[Data records]
▶

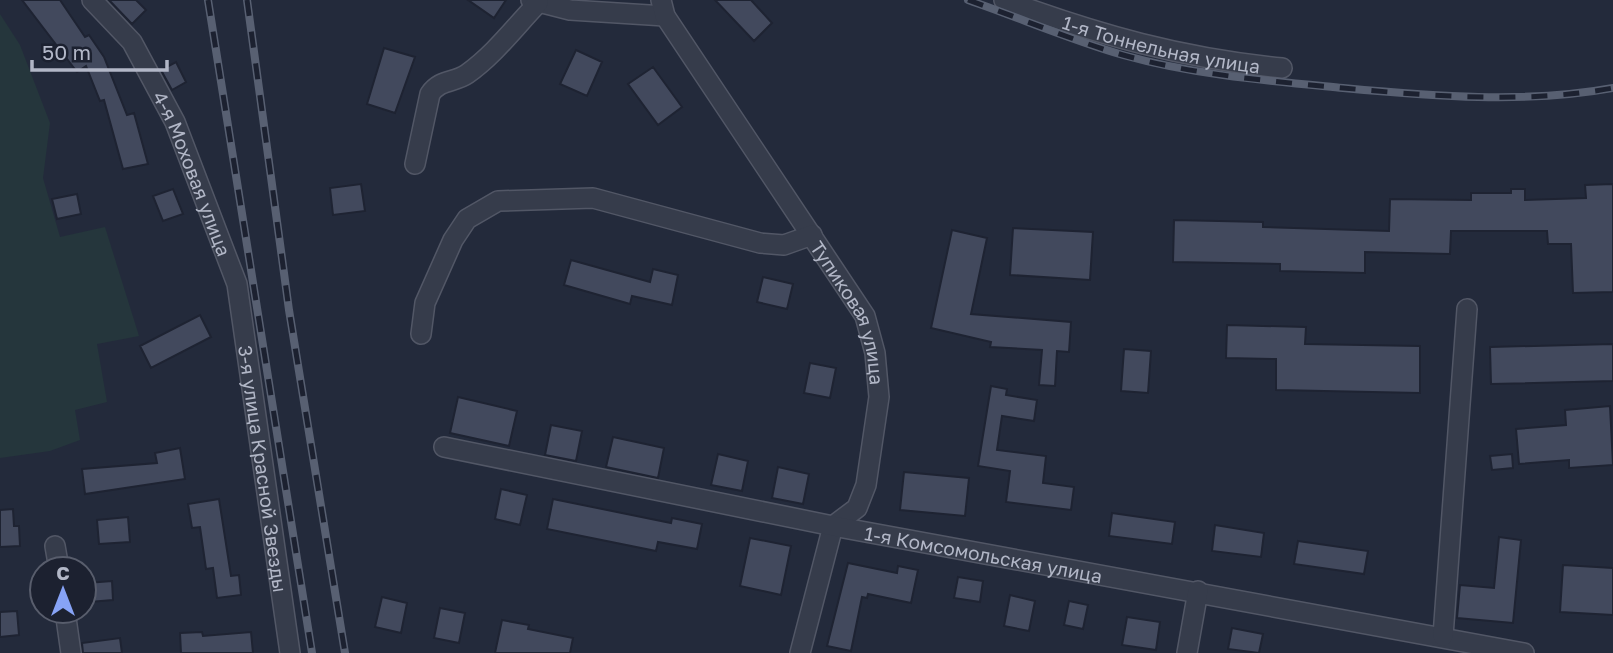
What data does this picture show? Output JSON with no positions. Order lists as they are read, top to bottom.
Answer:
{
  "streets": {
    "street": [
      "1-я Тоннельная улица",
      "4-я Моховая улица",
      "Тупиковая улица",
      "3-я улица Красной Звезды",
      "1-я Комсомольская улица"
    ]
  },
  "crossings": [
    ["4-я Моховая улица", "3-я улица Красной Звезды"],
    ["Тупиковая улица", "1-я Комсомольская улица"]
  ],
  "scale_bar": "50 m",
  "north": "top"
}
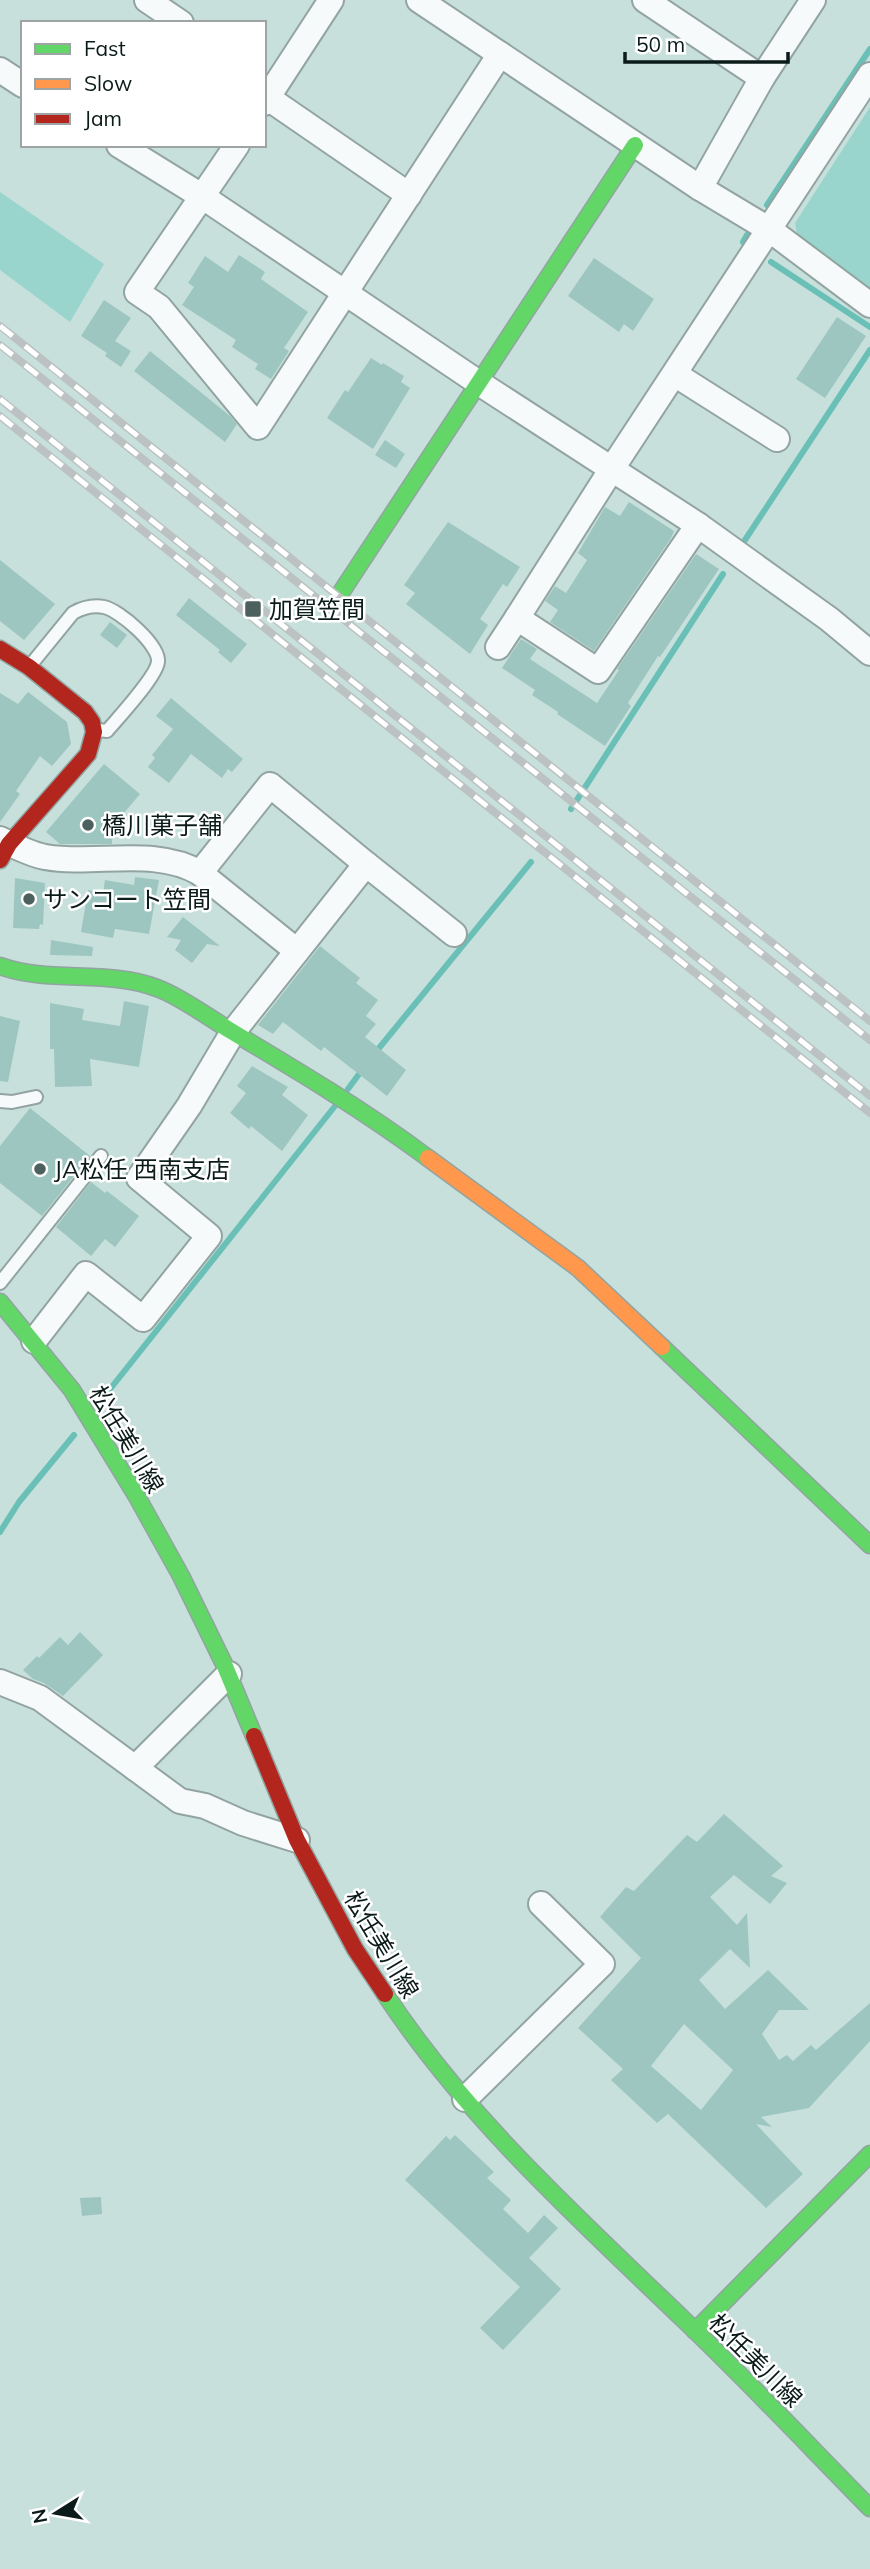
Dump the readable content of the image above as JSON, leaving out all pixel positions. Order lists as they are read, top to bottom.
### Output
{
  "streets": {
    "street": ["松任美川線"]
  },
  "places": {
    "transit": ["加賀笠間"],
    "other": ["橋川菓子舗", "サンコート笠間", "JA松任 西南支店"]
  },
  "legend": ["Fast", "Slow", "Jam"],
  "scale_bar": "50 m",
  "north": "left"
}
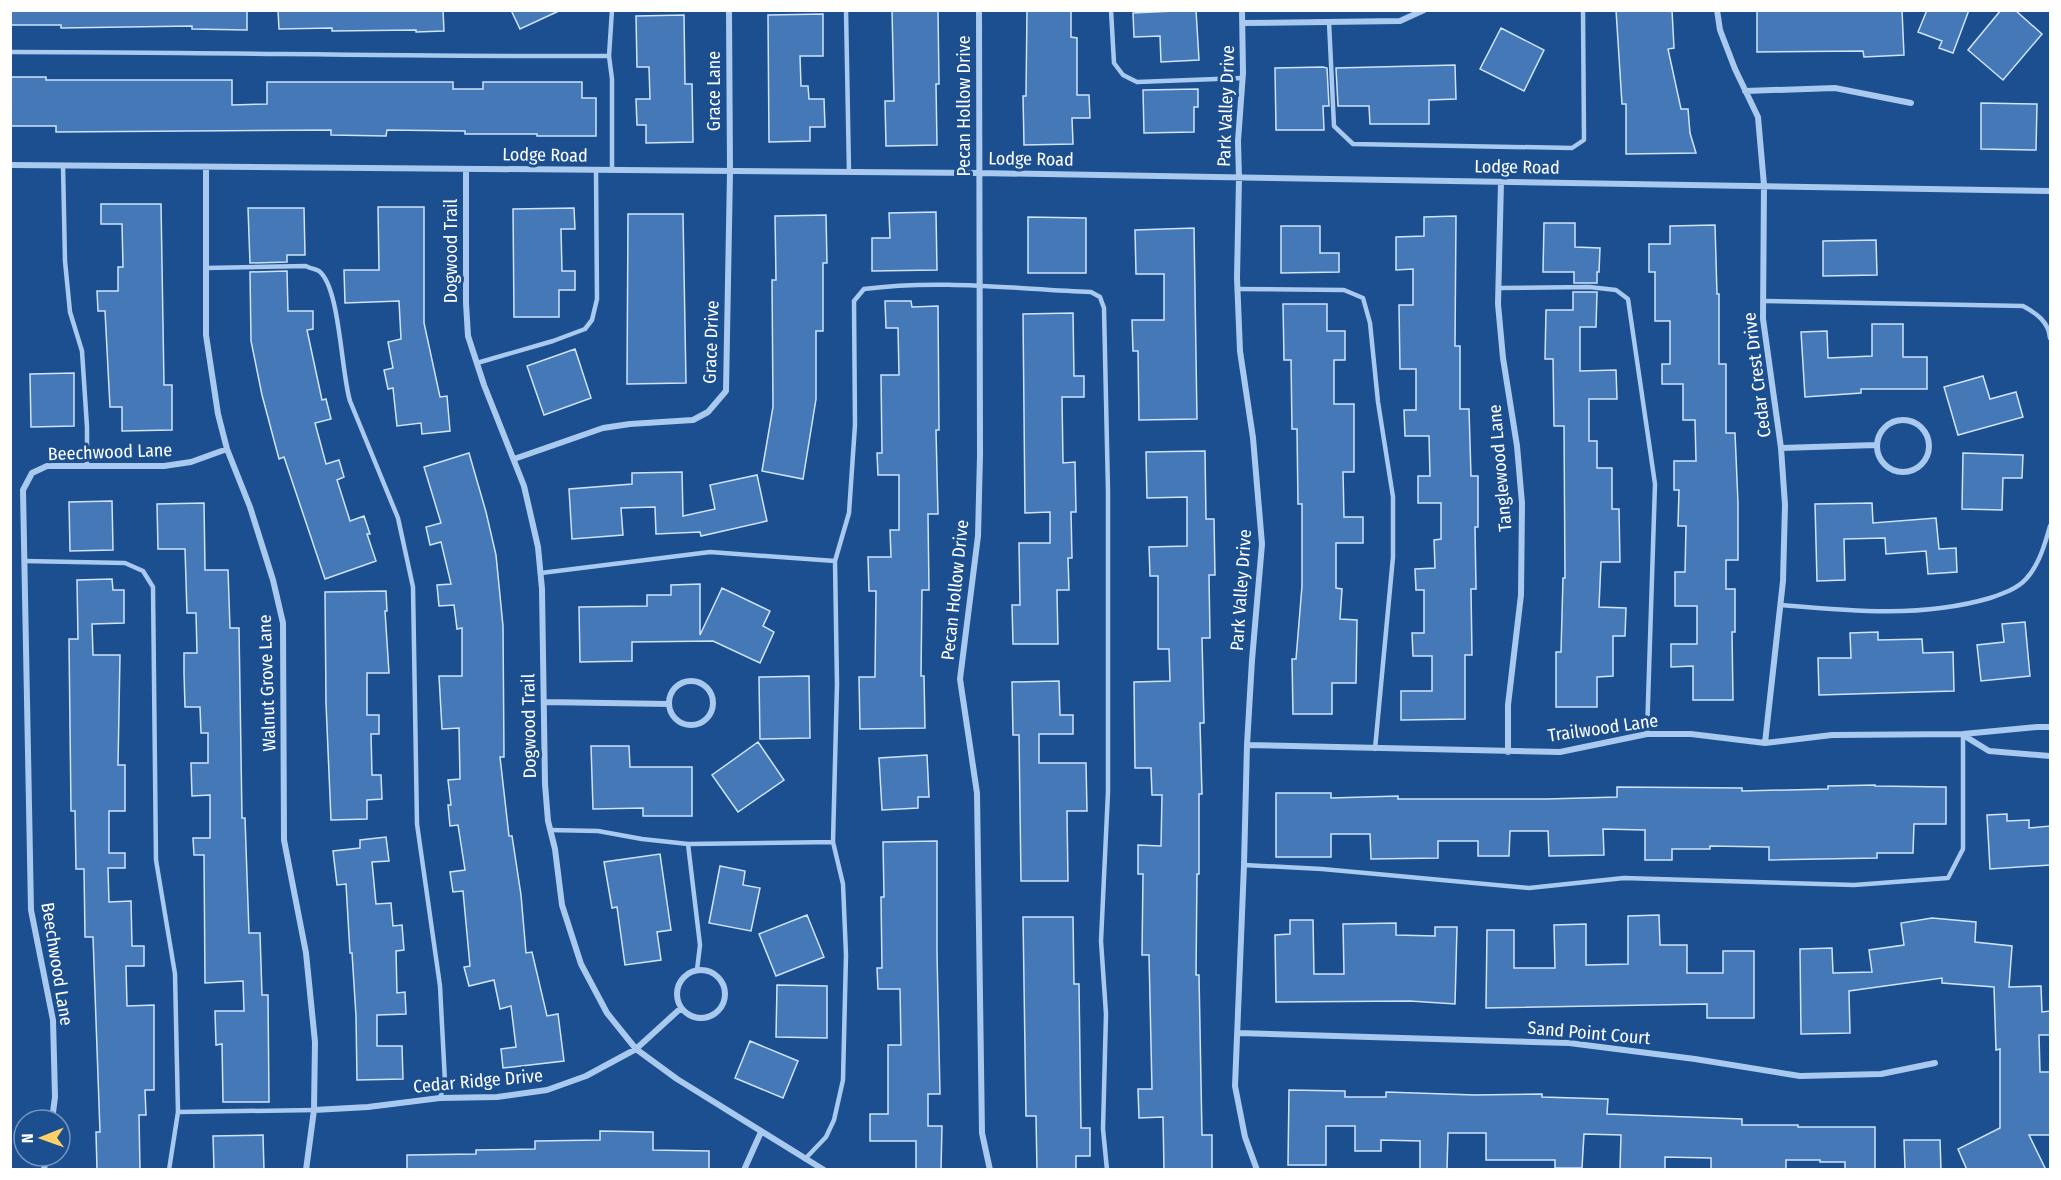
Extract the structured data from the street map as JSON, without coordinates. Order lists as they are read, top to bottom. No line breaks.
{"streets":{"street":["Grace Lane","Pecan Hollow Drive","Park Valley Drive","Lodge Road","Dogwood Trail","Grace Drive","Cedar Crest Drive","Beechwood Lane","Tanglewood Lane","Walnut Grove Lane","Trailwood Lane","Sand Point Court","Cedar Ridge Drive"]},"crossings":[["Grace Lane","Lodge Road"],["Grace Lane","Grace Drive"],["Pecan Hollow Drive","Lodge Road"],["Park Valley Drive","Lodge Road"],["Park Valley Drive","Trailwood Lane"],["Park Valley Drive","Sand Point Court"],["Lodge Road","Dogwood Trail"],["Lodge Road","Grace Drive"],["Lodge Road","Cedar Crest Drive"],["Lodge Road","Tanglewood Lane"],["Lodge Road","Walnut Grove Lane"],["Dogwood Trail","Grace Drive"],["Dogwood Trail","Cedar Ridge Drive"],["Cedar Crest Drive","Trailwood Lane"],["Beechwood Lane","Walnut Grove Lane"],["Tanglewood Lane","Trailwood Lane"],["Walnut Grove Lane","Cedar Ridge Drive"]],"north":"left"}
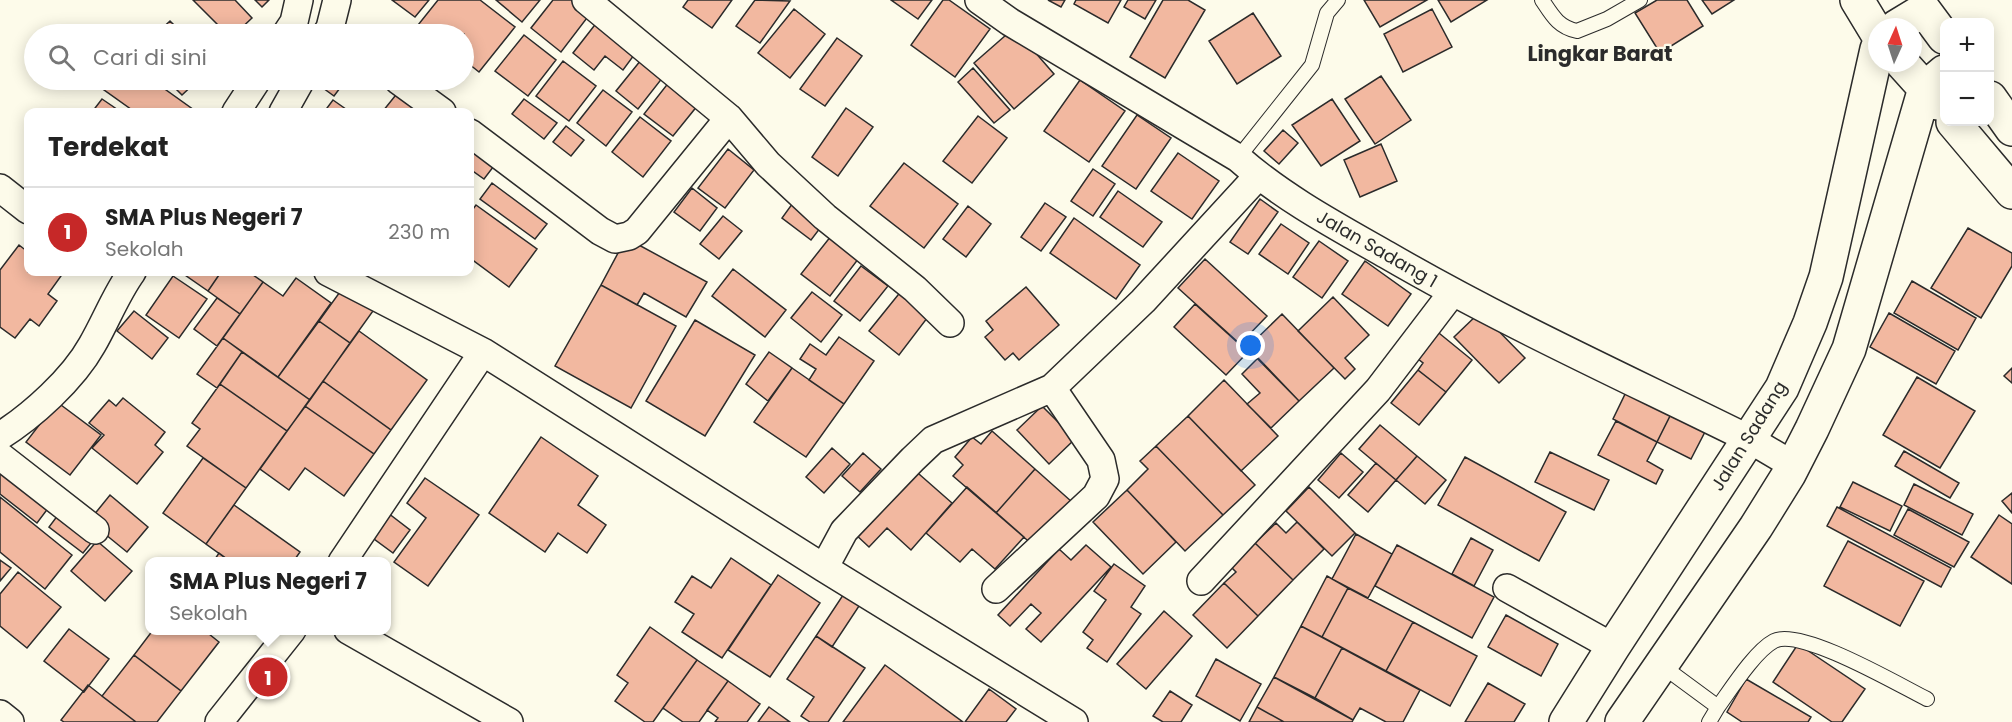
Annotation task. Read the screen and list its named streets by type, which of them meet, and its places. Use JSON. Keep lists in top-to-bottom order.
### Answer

◀

• Problem to work on: Each line from the one that contains "Dump the readable" through the end of the records should be restated exactly; include both end lines and leave any pictures out.

• Finished exercise:
Dump the readable content of the image above as JSON, leaving out all pixel positions. Order lists as they are read, top to bottom.
### Output
{
  "streets": {
    "street": ["松任美川線"]
  },
  "places": {
    "transit": ["加賀笠間"],
    "other": ["橋川菓子舗", "サンコート笠間", "JA松任 西南支店"]
  },
  "legend": ["Fast", "Slow", "Jam"],
  "scale_bar": "50 m",
  "north": "left"
}
Extract the structured data from the street map as JSON, without coordinates. Order lists as they are read, top to bottom. No line breaks.
{"streets":{"street":["Grace Lane","Pecan Hollow Drive","Park Valley Drive","Lodge Road","Dogwood Trail","Grace Drive","Cedar Crest Drive","Beechwood Lane","Tanglewood Lane","Walnut Grove Lane","Trailwood Lane","Sand Point Court","Cedar Ridge Drive"]},"crossings":[["Grace Lane","Lodge Road"],["Grace Lane","Grace Drive"],["Pecan Hollow Drive","Lodge Road"],["Park Valley Drive","Lodge Road"],["Park Valley Drive","Trailwood Lane"],["Park Valley Drive","Sand Point Court"],["Lodge Road","Dogwood Trail"],["Lodge Road","Grace Drive"],["Lodge Road","Cedar Crest Drive"],["Lodge Road","Tanglewood Lane"],["Lodge Road","Walnut Grove Lane"],["Dogwood Trail","Grace Drive"],["Dogwood Trail","Cedar Ridge Drive"],["Cedar Crest Drive","Trailwood Lane"],["Beechwood Lane","Walnut Grove Lane"],["Tanglewood Lane","Trailwood Lane"],["Walnut Grove Lane","Cedar Ridge Drive"]],"north":"left"}
Annotation task. Read the screen and list its named streets by type, which of them meet, and its places. Use JSON. Keep lists in top-to-bottom order.
### Answer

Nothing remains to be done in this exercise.